Le prix Nobel nigérian Wole Soyinka a réagi avec fermeté aux propos du président américain Donald Trump, qui a récemment accusé les autorités nigérianes de laisser se poursuivre un prétendu massacre de chrétiens. Trump a, comme nous l’avons annoncé dans un de nos précédents articles, ordonné au Département de la Défense des États-Unis de se préparer à une éventuelle action au Nigéria si Abuja ne « mettait pas fin aux tueries ».

Pour Soyinka, une telle déclaration simplifie à l’excès une crise dont les causes dépassent largement les rivalités religieuses.
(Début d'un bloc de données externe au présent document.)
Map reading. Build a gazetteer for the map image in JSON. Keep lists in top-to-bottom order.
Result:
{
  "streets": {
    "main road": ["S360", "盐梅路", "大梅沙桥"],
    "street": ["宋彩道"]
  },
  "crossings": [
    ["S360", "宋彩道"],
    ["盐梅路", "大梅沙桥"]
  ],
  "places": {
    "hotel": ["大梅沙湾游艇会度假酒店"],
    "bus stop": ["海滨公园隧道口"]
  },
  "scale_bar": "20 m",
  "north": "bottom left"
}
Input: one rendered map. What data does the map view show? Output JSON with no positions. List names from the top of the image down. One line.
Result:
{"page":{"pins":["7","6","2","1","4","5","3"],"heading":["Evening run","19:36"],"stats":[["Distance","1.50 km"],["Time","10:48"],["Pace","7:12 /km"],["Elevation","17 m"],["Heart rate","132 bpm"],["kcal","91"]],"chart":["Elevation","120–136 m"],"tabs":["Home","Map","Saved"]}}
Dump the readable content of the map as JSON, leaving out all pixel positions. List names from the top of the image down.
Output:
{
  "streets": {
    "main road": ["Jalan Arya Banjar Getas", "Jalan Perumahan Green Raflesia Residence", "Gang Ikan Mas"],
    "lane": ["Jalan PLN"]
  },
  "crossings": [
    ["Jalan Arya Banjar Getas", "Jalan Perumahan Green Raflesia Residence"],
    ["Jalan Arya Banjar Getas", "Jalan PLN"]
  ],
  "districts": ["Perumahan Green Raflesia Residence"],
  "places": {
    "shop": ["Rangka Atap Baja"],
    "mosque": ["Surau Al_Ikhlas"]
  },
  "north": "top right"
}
Dans une interview à Democracy Now! comme le rapporte Vanguard News le 3 novembre 2025, il a estimé que réduire la violence au Nigéria à un affrontement entre chrétiens et musulmans revient à ignorer les dimensions politiques, économiques et sociales qui nourrissent l’insécurité.

L’écrivain a rappelé que les extrémistes armés — notamment Boko Haram et ISWAP — exploitent les divisions religieuses pour servir des intérêts de pouvoir et de contrôle des ressources. En qualifiant ces groupes de « véritables acteurs du chaos », il a souligné que leurs crimes ne sauraient être imputés à une communauté de foi dans son ensemble.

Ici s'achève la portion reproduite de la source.